Problème d'accaparement des terres agricoles dans l'UE

Bruxelles, 15/06/2015 (Agence Europe) - Concentré dans les États membres de l'est, l'accaparement des terres agricoles est « un phénomène limité, mais rampant » au sein de l'UE, selon une étude présentée mardi 16 juin aux membres de la commission de l'agriculture du Parlement européen.

Les auteurs de cette étude du Transnational Institute (Amsterdam), commandée par le PE, appellent à « une réforme de la gouvernance » dans ce domaine.

Cette étude fait état de « preuves significatives que l'accaparement des terres agricoles est en cours dans l'UE aujourd'hui », sous la forme de « transactions foncières à grande échelle ».
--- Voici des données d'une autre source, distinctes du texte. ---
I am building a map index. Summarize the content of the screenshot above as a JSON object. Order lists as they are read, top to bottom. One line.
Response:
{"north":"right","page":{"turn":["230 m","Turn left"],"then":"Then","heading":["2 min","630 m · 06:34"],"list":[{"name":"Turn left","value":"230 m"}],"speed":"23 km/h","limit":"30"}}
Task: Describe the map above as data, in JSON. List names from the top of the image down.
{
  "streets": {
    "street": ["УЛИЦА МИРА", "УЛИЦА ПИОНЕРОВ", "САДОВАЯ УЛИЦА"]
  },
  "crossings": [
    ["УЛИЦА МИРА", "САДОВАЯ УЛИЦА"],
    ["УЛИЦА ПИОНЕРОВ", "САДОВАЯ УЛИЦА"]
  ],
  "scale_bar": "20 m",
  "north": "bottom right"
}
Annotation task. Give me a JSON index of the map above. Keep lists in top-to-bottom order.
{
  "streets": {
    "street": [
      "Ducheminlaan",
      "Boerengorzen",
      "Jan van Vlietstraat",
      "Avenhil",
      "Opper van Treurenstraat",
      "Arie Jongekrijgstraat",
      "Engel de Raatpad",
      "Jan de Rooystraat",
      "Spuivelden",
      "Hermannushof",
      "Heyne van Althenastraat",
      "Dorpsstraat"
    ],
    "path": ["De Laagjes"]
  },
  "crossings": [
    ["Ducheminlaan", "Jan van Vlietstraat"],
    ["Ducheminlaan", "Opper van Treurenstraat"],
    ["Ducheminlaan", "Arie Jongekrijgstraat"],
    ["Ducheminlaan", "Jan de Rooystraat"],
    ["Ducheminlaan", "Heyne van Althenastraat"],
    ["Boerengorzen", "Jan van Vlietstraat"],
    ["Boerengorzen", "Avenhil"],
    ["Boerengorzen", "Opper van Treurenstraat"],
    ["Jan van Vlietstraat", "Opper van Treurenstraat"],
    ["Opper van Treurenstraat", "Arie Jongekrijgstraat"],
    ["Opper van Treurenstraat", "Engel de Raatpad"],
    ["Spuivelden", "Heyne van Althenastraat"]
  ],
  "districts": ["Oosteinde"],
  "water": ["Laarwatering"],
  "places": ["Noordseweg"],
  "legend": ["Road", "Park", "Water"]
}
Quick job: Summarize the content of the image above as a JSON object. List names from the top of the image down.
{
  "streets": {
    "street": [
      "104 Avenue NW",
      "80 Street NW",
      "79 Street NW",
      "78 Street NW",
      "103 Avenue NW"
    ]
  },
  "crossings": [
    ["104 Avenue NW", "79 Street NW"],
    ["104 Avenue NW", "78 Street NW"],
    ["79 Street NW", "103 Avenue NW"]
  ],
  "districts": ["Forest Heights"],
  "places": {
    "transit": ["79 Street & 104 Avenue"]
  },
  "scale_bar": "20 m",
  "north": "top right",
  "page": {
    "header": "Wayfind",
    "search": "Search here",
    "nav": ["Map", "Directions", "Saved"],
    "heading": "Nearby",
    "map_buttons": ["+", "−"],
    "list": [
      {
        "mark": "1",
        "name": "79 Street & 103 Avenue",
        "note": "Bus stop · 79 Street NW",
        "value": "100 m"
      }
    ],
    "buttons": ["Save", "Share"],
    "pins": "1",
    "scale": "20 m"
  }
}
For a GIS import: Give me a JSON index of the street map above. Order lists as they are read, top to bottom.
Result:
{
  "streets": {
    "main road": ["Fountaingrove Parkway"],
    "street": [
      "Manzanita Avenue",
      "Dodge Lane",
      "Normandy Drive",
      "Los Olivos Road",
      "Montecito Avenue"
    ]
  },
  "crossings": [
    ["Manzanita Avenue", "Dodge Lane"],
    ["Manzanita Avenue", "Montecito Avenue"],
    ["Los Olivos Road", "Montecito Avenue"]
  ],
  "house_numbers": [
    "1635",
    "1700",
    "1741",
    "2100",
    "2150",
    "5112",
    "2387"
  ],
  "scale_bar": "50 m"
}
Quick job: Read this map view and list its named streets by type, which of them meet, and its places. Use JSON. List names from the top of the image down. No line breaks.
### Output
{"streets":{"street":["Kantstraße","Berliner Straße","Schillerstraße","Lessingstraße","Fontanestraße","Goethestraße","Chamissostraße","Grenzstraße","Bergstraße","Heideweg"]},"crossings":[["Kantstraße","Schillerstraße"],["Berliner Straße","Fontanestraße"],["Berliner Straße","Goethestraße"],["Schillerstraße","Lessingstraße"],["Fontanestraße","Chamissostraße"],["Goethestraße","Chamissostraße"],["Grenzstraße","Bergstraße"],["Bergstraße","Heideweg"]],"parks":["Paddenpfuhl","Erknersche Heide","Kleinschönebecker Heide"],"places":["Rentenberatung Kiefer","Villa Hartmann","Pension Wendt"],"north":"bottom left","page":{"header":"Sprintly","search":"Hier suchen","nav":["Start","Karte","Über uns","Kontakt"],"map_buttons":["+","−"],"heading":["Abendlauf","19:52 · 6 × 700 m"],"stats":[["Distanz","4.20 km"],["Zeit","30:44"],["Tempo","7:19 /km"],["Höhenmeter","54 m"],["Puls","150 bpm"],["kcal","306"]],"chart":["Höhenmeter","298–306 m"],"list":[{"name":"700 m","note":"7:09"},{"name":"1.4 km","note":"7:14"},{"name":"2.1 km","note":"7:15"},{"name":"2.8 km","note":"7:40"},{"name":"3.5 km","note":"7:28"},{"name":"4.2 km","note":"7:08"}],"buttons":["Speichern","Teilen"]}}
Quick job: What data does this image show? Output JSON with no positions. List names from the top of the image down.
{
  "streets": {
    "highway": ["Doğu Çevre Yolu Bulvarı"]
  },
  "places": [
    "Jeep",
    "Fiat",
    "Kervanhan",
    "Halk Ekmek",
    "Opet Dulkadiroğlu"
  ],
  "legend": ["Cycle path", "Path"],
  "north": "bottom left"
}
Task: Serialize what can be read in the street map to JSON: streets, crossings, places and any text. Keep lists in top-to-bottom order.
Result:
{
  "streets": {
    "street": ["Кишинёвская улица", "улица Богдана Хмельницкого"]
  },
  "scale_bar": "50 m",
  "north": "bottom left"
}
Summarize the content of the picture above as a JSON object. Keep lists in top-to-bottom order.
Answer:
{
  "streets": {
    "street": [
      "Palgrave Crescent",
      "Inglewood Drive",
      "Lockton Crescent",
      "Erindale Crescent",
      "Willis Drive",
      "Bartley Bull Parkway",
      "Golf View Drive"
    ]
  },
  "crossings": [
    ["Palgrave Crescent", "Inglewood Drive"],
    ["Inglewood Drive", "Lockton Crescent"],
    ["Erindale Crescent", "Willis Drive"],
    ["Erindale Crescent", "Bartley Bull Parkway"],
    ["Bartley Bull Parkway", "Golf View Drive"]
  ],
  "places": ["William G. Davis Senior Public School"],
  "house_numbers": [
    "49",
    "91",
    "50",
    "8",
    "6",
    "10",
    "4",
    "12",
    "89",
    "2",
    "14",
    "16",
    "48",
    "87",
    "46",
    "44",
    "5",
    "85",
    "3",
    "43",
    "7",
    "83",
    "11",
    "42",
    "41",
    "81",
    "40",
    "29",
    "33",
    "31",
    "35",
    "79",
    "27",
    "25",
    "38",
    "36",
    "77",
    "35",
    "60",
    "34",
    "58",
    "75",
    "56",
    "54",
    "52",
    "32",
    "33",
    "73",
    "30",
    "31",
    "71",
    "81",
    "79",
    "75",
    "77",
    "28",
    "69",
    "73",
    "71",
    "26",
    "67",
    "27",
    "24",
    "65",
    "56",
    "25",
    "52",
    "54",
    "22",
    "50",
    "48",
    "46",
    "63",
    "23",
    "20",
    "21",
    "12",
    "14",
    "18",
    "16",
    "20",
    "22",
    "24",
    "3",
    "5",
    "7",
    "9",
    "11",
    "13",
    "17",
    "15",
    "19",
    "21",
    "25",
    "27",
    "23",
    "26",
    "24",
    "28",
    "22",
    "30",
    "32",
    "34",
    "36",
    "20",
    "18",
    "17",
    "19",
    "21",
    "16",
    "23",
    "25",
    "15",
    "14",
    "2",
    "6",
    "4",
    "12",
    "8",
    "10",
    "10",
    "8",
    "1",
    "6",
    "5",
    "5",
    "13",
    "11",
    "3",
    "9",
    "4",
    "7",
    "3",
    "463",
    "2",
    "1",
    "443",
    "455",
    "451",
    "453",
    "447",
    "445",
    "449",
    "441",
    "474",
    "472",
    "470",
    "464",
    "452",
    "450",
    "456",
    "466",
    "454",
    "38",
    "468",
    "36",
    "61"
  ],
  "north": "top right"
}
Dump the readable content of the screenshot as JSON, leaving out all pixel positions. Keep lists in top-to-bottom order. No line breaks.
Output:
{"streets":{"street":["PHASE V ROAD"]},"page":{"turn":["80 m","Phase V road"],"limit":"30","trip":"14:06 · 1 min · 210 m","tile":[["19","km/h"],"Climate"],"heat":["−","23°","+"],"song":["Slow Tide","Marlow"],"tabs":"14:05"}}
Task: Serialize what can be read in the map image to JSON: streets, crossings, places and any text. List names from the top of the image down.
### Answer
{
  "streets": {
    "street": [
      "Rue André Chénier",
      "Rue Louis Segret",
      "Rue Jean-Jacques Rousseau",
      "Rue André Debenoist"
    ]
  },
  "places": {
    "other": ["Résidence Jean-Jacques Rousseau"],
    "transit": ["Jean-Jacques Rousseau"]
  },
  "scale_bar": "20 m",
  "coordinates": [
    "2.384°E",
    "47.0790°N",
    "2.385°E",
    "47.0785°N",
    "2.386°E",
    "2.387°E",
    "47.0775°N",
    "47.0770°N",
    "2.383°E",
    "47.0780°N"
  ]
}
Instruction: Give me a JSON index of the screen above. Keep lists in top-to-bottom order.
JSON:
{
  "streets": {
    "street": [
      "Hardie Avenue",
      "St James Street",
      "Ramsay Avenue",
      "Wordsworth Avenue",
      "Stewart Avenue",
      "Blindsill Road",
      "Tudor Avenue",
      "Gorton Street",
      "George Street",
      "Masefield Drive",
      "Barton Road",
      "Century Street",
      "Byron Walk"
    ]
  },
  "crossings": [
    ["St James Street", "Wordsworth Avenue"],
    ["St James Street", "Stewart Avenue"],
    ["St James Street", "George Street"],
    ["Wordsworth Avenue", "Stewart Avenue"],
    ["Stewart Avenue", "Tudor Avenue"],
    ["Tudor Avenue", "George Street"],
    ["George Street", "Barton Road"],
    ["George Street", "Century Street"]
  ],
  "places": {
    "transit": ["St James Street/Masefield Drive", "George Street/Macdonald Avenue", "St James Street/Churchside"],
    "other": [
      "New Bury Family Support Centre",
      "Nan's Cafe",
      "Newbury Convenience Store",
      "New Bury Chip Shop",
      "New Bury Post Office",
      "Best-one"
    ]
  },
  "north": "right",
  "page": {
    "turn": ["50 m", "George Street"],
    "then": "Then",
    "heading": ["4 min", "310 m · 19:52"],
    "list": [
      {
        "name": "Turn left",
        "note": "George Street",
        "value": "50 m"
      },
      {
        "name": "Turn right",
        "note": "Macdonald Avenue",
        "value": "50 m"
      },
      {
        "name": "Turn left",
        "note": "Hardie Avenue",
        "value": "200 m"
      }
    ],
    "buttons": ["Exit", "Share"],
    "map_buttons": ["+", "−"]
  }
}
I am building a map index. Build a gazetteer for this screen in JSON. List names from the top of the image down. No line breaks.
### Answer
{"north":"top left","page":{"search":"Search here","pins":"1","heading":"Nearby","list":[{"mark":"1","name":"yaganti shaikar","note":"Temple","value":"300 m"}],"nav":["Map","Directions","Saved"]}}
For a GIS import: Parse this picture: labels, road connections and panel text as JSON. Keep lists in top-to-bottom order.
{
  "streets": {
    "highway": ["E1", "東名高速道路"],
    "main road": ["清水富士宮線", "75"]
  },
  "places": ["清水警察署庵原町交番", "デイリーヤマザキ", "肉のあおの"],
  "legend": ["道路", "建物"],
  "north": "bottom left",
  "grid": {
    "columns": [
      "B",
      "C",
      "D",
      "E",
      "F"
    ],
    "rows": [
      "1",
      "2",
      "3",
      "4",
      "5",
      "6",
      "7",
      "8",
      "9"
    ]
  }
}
L'étude constate que la Roumanie, la Bulgarie, la Hongrie et la Pologne sont les principaux foyers ('hotspots') de l'accaparement des terres agricoles dans l'UE, où, en moyenne, 50,6% de ces superficies étaient détenues en 2010 par 2,7% des exploitations.

Absence de transparence

L'étude, qui déplore « l'absence de transparence autour des transactions foncières dans l'UE », souligne que la taille des exploitations lors des acquisitions de grande ampleur, qui peuvent atteindre parfois « des milliers d'hectares », représente « une rupture profonde avec l'exploitation familiale qui caractérisait jusque là l'agriculture européenne », au détriment de la « vitalité socio-économique et environnementale du secteur rural ». « Le niveau de la propriété étrangère dans divers États membres est particulièrement alarmant dans un contexte de concentration et d'inégalités foncières qui ont créé des distorsions structurelles au détriment des petits, jeunes et aspirants agriculteurs européens », affirment les auteurs. Bien entendu, ceux-ci admettent que « l'ampleur et la portée de l'accaparement des terres dans l'UE sont toutefois limitées comparé aux pays d'Afrique, d'Asie, d'Amérique latine et de l'ancienne Eurasie soviétique ».

En plus de la création en Europe d'entreprises agricoles constituées en sociétés, avec des capitaux du monde entier (chinois, koweïtiens, israéliens récemment en Bulgarie, par exemple), la « course à la terre » a vu apparaître une « nouvelle classe d'investisseurs financiers » qui ne sont pas habituellement actifs dans le secteur agricole, remarque l'étude: groupes bancaires, fonds d'investissement (Rabo Farm Europe Fund, Generali, Allianz,...), opérateurs individuels et sociétés de capital-investissement.

Viennent s'ajouter des « courtiers », constitués de « spéculateurs et fraudeurs qui interviennent dans les intérêts fonciers des entreprises et des États ».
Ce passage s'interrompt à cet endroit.